**INSTRUCTIONS TO FOLLOW**
Reproduce exactly the line containing "20v-9h11M14 6l5 5-5" and every line after it, through the last line of the records below; add nothing.
▽
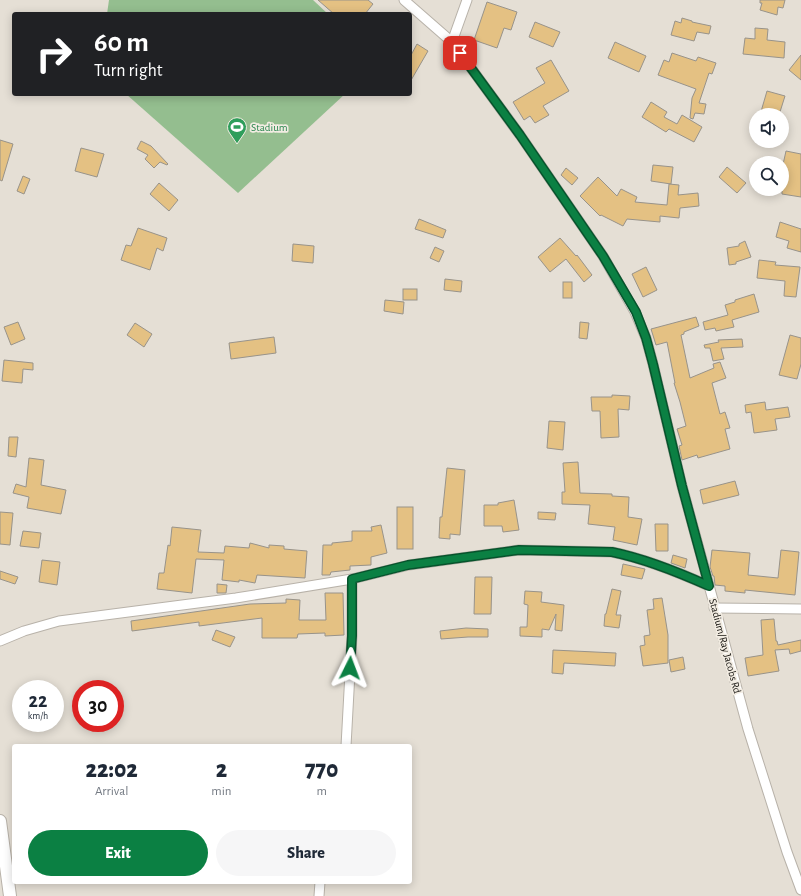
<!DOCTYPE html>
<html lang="en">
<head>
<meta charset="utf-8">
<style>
	body { margin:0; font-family:"Alegreya Sans",sans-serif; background:#f6f6f7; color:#1f2937; height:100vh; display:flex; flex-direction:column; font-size:15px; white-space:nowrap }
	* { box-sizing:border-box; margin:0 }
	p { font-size:13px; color:#747a83 }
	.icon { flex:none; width:22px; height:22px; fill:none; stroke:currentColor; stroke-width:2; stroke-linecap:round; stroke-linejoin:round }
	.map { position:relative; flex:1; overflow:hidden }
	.panel { position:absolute; left:12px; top:744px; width:400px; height:140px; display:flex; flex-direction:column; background:#fff; border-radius:4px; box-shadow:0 2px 10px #0003 }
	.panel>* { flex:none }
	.top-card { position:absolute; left:12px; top:12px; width:400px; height:84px; border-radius:4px; box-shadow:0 2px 10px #0003; background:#202124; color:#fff; overflow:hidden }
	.fabs { position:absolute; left:749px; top:108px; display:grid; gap:8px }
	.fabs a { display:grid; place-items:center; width:40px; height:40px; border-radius:50%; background:#fff; box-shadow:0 2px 10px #0003; font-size:20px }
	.speed { position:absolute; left:12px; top:680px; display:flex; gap:8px; font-size:20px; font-weight:700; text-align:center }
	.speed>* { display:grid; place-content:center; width:52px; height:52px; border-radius:50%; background:#fff; box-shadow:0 2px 10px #0003; line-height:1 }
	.speed small { font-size:10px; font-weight:400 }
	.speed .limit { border:6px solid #d22; background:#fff; color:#111 }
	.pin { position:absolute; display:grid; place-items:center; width:34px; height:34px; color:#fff; margin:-17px; border-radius:8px; box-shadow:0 2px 6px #0006 }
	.me { position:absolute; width:44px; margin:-22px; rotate:3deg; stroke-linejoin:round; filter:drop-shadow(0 0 3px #0008) }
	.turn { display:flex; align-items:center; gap:14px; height:84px; padding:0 16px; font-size:18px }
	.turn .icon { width:52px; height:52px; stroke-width:2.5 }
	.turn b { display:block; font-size:28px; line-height:34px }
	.eta { display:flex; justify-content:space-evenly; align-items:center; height:68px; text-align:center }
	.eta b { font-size:24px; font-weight:800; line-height:28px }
	.action { display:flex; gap:8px; margin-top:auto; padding:8px 16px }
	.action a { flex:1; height:46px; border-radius:24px; background:#0b8043; color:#fff; font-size:16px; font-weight:800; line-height:46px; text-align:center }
	.action a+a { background:#f6f6f7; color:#1f2937 }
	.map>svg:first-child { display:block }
</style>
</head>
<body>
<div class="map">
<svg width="801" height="896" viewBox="0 0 801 896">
	<rect width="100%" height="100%" fill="#e5dfd5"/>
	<g fill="#94be8f">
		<path d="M 109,0 L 313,0 L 328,14 L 107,14 Z"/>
		<path d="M 126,94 L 345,94 L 238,193 Z"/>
	</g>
	<g fill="#e4c183" stroke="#98938a">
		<path d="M 318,0 L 368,0 L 373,4 L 365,14 L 334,14 Z"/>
		<path d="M 760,0 L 785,0 L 783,8 L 778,7 L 777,15 L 760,10 L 762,3 L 760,3 Z"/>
		<path d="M 487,2 L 517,12 L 511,30 L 504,28 L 497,48 L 474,40 Z"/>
		<path d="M 682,18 L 692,21 L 692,22 L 711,26 L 709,34 L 697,32 L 694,41 L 671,35 L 675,21 L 681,23 Z"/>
		<path d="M 535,22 L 560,32 L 553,47 L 529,37 Z"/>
		<path d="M 755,28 L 768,29 L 767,40 L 785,42 L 784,58 L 743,54 L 745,38 L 755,39 Z"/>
		<path d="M 615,42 L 646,56 L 639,72 L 608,58 Z"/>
		<path d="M 417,44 L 428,51 L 410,82 L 410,57 Z"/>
		<path d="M 672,53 L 696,61 L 698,57 L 716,63 L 712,74 L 709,73 L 699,103 L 706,104 L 704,114 L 695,113 L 693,119 L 690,118 L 692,98 L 696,89 L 658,75 L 664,60 L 669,62 Z"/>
		<path d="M 801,55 L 801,80 L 789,70 Z"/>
		<path d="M 551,60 L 569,91 L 543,106 L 549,115 L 535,123 L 530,116 L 524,120 L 513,102 L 545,83 L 536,68 Z"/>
		<path d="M 767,91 L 785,96 L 779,115 L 760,115 Z"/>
		<path d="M 651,102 L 667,112 L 664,117 L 677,124 L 682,115 L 702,127 L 694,142 L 669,129 L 666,132 L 642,117 Z"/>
		<path d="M 0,140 L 13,144 L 2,181 L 0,180 Z"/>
		<path d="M 141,141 L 151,146 L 168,164 L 167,165 L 160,162 L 154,168 L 145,159 L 148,155 L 137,149 Z"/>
		<path d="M 81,148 L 104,154 L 97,177 L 75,171 Z"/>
		<path d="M 786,151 L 801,154 L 801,197 L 782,194 L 782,169 Z"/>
		<path d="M 653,165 L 673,167 L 671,184 L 651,181 Z"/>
		<path d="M 727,167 L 746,183 L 737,193 L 719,177 Z"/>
		<path d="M 566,168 L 578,178 L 572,185 L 561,175 Z"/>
		<path d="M 23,176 L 30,179 L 24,194 L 17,191 Z"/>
		<path d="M 598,177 L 617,196 L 621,189 L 637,197 L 635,202 L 667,205 L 669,184 L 679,185 L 678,195 L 698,193 L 699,206 L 680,208 L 679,218 L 660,216 L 660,222 L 627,219 L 623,226 L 601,215 L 600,216 L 580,196 Z"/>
		<path d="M 159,183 L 178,200 L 169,211 L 150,194 Z"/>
		<path d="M 419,219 L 446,230 L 443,238 L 415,229 Z"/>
		<path d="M 780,222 L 801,229 L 801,252 L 787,248 L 789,241 L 776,237 Z"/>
		<path d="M 138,228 L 167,238 L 163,251 L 157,248 L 150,270 L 121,260 L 126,245 L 131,246 Z"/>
		<path d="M 560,238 L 576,256 L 577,255 L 592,275 L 584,282 L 566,259 L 550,272 L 538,257 Z"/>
		<path d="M 745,241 L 751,257 L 736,262 L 736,264 L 729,265 L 727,248 L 739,246 L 739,244 Z"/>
		<path d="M 293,244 L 314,246 L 313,263 L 292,261 Z"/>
		<path d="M 435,247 L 444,251 L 439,262 L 430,258 Z"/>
		<path d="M 759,260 L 776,262 L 775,265 L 800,267 L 796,297 L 784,296 L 785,281 L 757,278 Z"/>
		<path d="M 646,267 L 657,290 L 643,297 L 632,274 Z"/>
		<path d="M 445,279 L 462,281 L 461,292 L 444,290 Z"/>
		<rect x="563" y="282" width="9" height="16"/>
		<rect x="403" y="289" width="14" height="11"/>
		<path d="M 754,294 L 759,312 L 732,320 L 734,327 L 716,331 L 715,328 L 705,330 L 703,322 L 728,315 L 725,305 L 735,302 L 735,300 Z"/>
		<path d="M 385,300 L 404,302 L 403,314 L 384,311 Z"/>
		<path d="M 696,317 L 699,326 L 684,332 L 684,334 L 681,335 L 690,378 L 714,368 L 713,364 L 720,362 L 726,378 L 712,383 L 720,414 L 725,412 L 730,428 L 725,429 L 730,449 L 698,458 L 697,455 L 682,460 L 679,446 L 682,445 L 677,429 L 686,426 L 680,402 L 674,383 L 675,383 L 667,342 L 656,345 L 651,329 Z"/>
		<path d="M 18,322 L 25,339 L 11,345 L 4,327 Z"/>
		<path d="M 580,322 L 589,323 L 587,339 L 579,338 Z"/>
		<path d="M 135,323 L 152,334 L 144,347 L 127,335 Z"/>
		<path d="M 790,335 L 801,338 L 801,364 L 797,379 L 779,375 Z"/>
		<path d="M 274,337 L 276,353 L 231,359 L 229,343 Z"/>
		<path d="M 742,339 L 743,347 L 721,348 L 724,359 L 713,361 L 710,348 L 705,348 L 704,345 L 719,342 L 718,340 Z"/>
		<path d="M 4,360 L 33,363 L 33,370 L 23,369 L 22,383 L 2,381 Z"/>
		<path d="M 612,395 L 630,396 L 629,410 L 618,409 L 619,437 L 601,438 L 600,411 L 592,411 L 591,397 L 612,397 Z"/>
		<path d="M 765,402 L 766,410 L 788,407 L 790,417 L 775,419 L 777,430 L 754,433 L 751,412 L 746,413 L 745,405 Z"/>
		<path d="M 549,421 L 565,422 L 563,450 L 547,448 Z"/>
		<path d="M 9,437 L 18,437 L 16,457 L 8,456 Z"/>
		<path d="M 29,458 L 44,460 L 41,485 L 66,490 L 61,514 L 27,508 L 29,497 L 13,493 L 16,484 L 26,487 Z"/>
		<path d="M 578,462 L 580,493 L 612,494 L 612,496 L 629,497 L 628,517 L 642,519 L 637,545 L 613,540 L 615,527 L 588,524 L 590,505 L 562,504 L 562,492 L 565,492 L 563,463 Z"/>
		<path d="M 447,468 L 465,470 L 460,535 L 450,534 L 450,539 L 439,538 L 440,517 L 442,517 Z"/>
		<path d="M 735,481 L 739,495 L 703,504 L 700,490 Z"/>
		<path d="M 514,500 L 519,530 L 503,532 L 502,526 L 484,526 L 484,505 L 498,505 L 498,503 Z"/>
		<rect x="397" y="507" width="16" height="42"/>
		<path d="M 0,512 L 13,513 L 10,545 L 0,544 Z"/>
		<path d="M 538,512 L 556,513 L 555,520 L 538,519 Z"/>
		<path d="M 655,524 L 668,524 L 668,551 L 656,551 Z"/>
		<path d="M 381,525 L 387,553 L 371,557 L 371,565 L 350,566 L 350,570 L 331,572 L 330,575 L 322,575 L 323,545 L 332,545 L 332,543 L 352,541 L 352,531 L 372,531 L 371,527 Z"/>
		<path d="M 172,527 L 201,530 L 198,552 L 224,553 L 225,546 L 249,548 L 250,543 L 269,548 L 269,545 L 284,546 L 284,549 L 307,551 L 305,578 L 257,575 L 255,583 L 239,580 L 239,582 L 222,580 L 224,560 L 196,559 L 192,593 L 157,589 L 159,573 L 164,573 L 168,545 L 170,546 Z"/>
		<path d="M 23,531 L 41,533 L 39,548 L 20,546 Z"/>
		<path d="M 712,550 L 750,553 L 748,575 L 778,578 L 781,550 L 799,552 L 795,595 L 745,590 L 745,593 L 725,591 L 725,586 L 715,585 L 714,576 L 713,576 L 710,567 Z"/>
		<path d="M 673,555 L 687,559 L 685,568 L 671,563 Z"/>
		<path d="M 42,560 L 60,562 L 57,585 L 39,582 Z"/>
		<path d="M 623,564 L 645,569 L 642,579 L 621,575 Z"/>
		<path d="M 0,571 L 18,577 L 15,584 L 0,579 Z"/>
		<path d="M 475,577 L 492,577 L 491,614 L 474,614 Z"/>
		<path d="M 217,584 L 227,585 L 226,593 L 217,593 Z"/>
		<path d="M 612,589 L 621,591 L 616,615 L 621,615 L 619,628 L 604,626 L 605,614 L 606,614 Z"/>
		<path d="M 525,591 L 542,592 L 541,602 L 564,605 L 562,631 L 555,630 L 556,614 L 549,630 L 542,629 L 542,637 L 520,636 L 520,627 L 527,627 L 528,605 L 524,604 Z"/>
		<path d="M 325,593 L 343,593 L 344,635 L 325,636 L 325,633 L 298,634 L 297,638 L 262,638 L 262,618 L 199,626 L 199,622 L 132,631 L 131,621 L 250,604 L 286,603 L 286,599 L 300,600 L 299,620 L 326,620 Z"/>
		<path d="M 662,598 L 668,635 L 668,663 L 643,666 L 640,646 L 645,645 L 644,636 L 650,635 L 647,610 L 654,609 L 653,599 Z"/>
		<path d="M 774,619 L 776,641 L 777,641 L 778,645 L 801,640 L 801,651 L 790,654 L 789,649 L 775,650 L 779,671 L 748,676 L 745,658 L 763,655 L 761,620 Z"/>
		<path d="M 466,628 L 488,629 L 488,637 L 468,637 L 441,639 L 440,631 Z"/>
		<path d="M 216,630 L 235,637 L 230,647 L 212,640 Z"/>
		<path d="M 553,650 L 616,653 L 615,666 L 564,663 L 563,674 L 552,673 Z"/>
		<path d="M 683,657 L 685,669 L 671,672 L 669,660 Z"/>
	</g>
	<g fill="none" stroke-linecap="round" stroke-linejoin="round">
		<g stroke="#b8b2a9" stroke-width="11">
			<g id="street">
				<path d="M 404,0 L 452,42 L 520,135 L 603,256 L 635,312 L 646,338 L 653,364 L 682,486 L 748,729 L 787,852 L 801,890"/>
				<path d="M 452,42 L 467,0"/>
				<path d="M 714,608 L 801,609"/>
				<path d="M 0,641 L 24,631 L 59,621 L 236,598 L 352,579 L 409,565 L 519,550 L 612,552 C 646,559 678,572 709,586"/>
				<path d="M 346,746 L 352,636 L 352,579"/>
				<path d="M 319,896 L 320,882"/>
			</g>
		</g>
		<g stroke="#b8b2a9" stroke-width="14">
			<path id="secondary" d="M 0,821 L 10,896"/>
		</g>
		<use href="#street" stroke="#fff" stroke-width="9"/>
		<use href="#secondary" stroke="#fff" stroke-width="12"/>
	</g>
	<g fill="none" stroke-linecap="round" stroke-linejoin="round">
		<g stroke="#07532c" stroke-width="10">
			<path id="route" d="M 350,668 L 352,636 L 352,579 L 408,565 L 519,550 L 612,552 C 646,559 678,572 709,586 L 682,486 L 653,364 L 646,338 L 636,312 L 603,256 L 520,135 L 460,53"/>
		</g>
		<use href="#route" stroke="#0b8043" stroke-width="7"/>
	</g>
	<defs>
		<g id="stadium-pin" transform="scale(1)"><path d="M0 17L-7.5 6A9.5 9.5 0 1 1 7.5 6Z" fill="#2e9e5b" stroke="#f2ece2"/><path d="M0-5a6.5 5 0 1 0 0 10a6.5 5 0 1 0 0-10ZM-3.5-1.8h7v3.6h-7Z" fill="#fff"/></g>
	</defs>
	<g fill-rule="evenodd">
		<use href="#stadium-pin" x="237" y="127"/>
	</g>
	<g text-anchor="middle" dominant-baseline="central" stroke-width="3.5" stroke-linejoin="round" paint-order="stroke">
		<g font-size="11" fill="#27864d" stroke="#f2ece2" text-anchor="start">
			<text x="251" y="127">Stadium</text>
		</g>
		<g font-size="11" fill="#14120e" stroke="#f2ece2">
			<text transform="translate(725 646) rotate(75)">Stadium/Ray Jacobs Rd</text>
		</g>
	</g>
</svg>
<div class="fabs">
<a><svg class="icon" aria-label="sound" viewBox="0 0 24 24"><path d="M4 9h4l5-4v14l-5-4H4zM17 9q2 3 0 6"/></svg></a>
<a><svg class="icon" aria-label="search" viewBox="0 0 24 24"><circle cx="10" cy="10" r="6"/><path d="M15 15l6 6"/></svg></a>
</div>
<div class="speed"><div>22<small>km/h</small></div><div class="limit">30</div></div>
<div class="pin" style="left:460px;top:53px;background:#d93025"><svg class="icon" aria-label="arrive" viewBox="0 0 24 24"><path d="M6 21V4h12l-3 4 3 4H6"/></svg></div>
<svg class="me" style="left:350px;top:668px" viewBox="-20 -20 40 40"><path d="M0-17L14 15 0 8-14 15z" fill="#0b8043" stroke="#fff" stroke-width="4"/></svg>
<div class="top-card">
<div class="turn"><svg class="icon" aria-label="right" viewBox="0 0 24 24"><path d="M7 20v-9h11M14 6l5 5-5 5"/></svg><div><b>60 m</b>Turn right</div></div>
</div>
<section class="panel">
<div class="eta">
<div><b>22:02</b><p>Arrival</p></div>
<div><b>2</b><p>min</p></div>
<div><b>770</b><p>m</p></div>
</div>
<div class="action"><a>Exit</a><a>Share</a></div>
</section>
</div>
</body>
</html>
△
**COMPLETED EXERCISE**
<div class="turn"><svg class="icon" aria-label="right" viewBox="0 0 24 24"><path d="M7 20v-9h11M14 6l5 5-5 5"/></svg><div><b>60 m</b>Turn right</div></div>
</div>
<section class="panel">
<div class="eta">
<div><b>22:02</b><p>Arrival</p></div>
<div><b>2</b><p>min</p></div>
<div><b>770</b><p>m</p></div>
</div>
<div class="action"><a>Exit</a><a>Share</a></div>
</section>
</div>
</body>
</html>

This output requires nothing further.